営業は営業、マーケティングはマーケティング、と同じく、クリエイティブはあくまでデザイナーの仕事であり、自分は関係が無い、と考えている人も少なくないのではないでしょうか。BtoCでは顧客がダイレクトに生活者となるので、デザインやクリエイティブの領域が明確かと思います。

一方で、BtoBにおける顧客は企業となるため、デザインやクリエイティブとは何か、と問われても明確なイメージを持つことは難しいのも事実です。

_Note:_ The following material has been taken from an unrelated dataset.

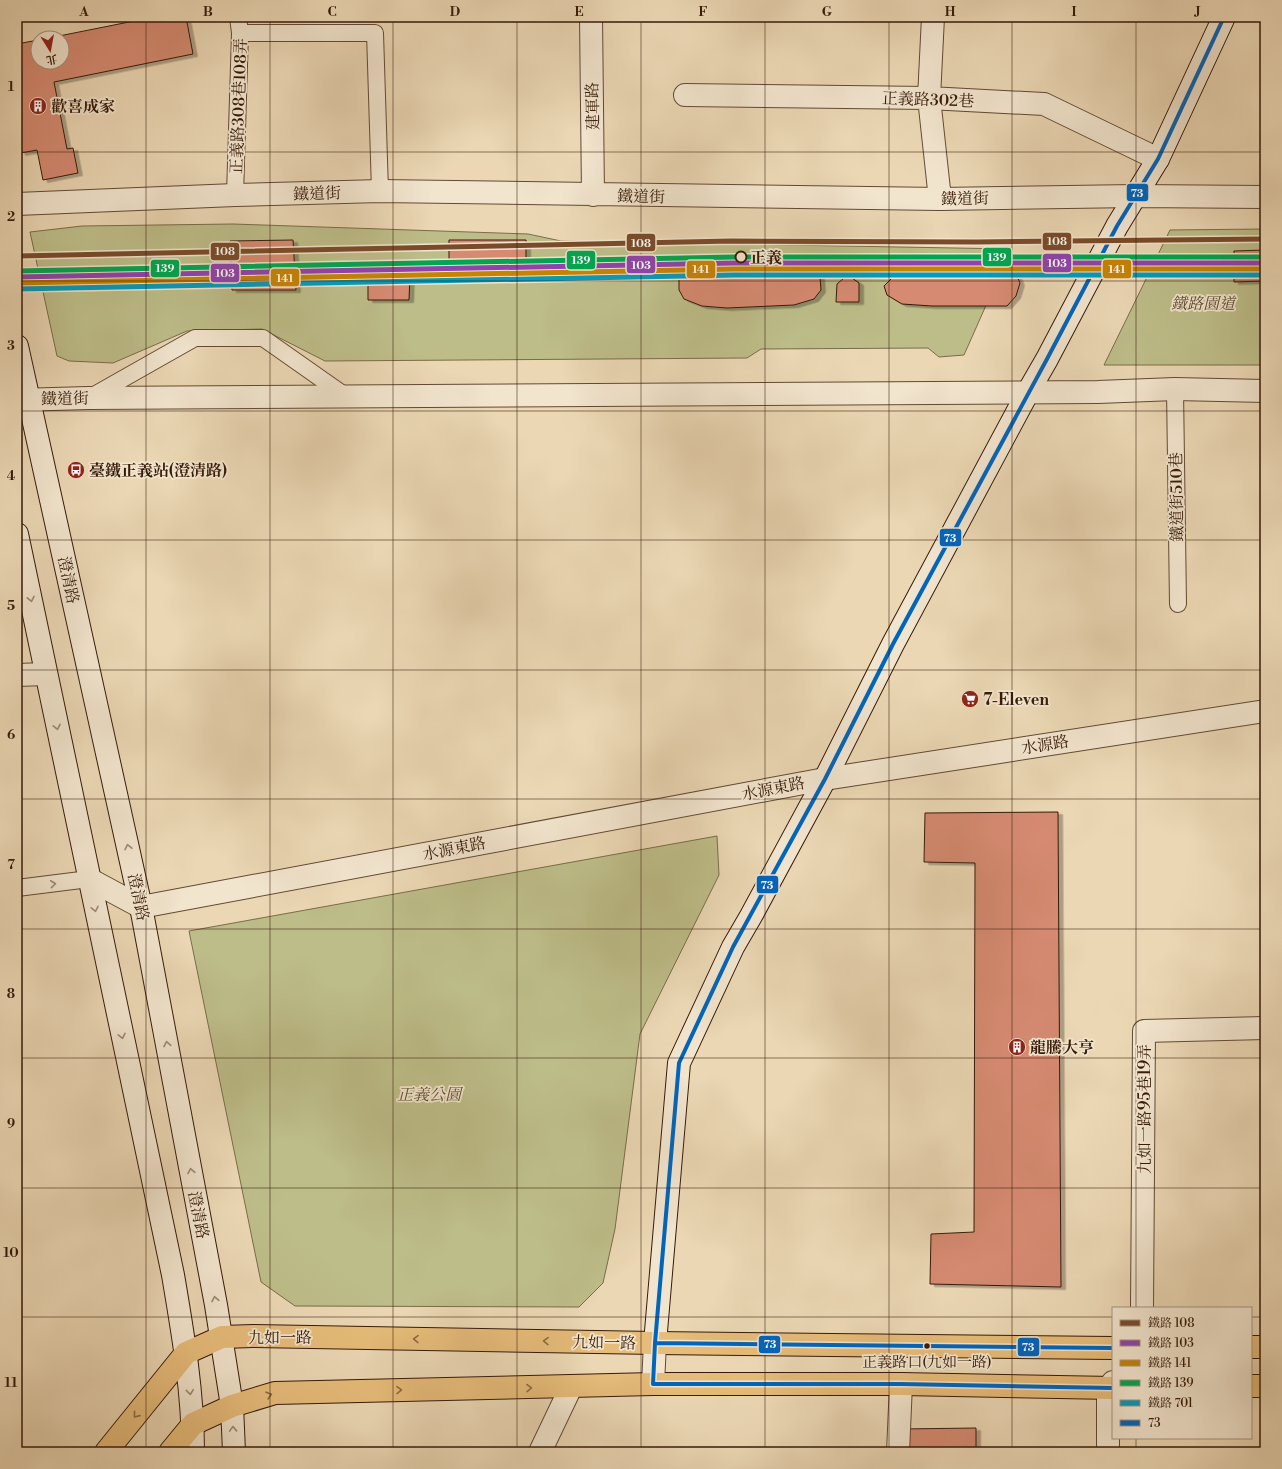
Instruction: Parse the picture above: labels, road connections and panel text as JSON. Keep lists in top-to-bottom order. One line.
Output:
{"streets":{"main road":["九如一路"],"street":["正義路302巷","建軍路","鐵道街","澄清路","水源路","水源東路","九如一路95巷19弄"],"lane":["正義路308巷108弄","鐵道街510巷"]},"crossings":[["正義路308巷108弄","鐵道街"],["建軍路","鐵道街"],["鐵道街","鐵道街510巷"],["鐵道街","澄清路"],["澄清路","水源東路"],["澄清路","九如一路"],["水源路","水源東路"]],"parks":["鐵路園道","正義公園"],"places":{"building":["歡喜成家","龍騰大亨"],"other":["正義","正義路口(九如一路)"],"bus stop":["臺鐵正義站(澄清路)"],"supermarket":["7-Eleven"]},"lines":["transit line 73","rail line 108","rail line 139","rail line 103","rail line 141","rail line 701"],"legend":["鐵路 108","鐵路 103","鐵路 141","鐵路 139","鐵路 701","73"],"north":"bottom","grid":{"columns":["A","B","C","D","E","F","G","H","I","J"],"rows":["1","2","3","4","5","6","7","8","9","10","11"]}}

また、BtoBはどこか真面目で固いイメージがあり、BtoCにおけるクリエイティブのイメージとは程遠く、「良い商品を作れば売れる」「高い技術を持っていることが大切」「強い営業組織が最も大切」という思考が強くなりがちであるという点も、クリエイティブ思考から距離を置いてしまっている1つの理由ではないでしょうか。

クリエイティブの重要性に気づいた旭硝子での経験

新卒で入社した会社が国内のBtoB企業の中でも最大手である旭硝子でした。旭硝子はグローバル市場において圧倒的な地位があり、技術力も極めて高い素晴らしい会社です。僕が配属された当時の花形事業はグローバルでNo.2のシェアを誇っておりNo.1の企業を追い越せ!とイケイケドンドンで僕自身もその空気に高揚していた感覚を覚えています。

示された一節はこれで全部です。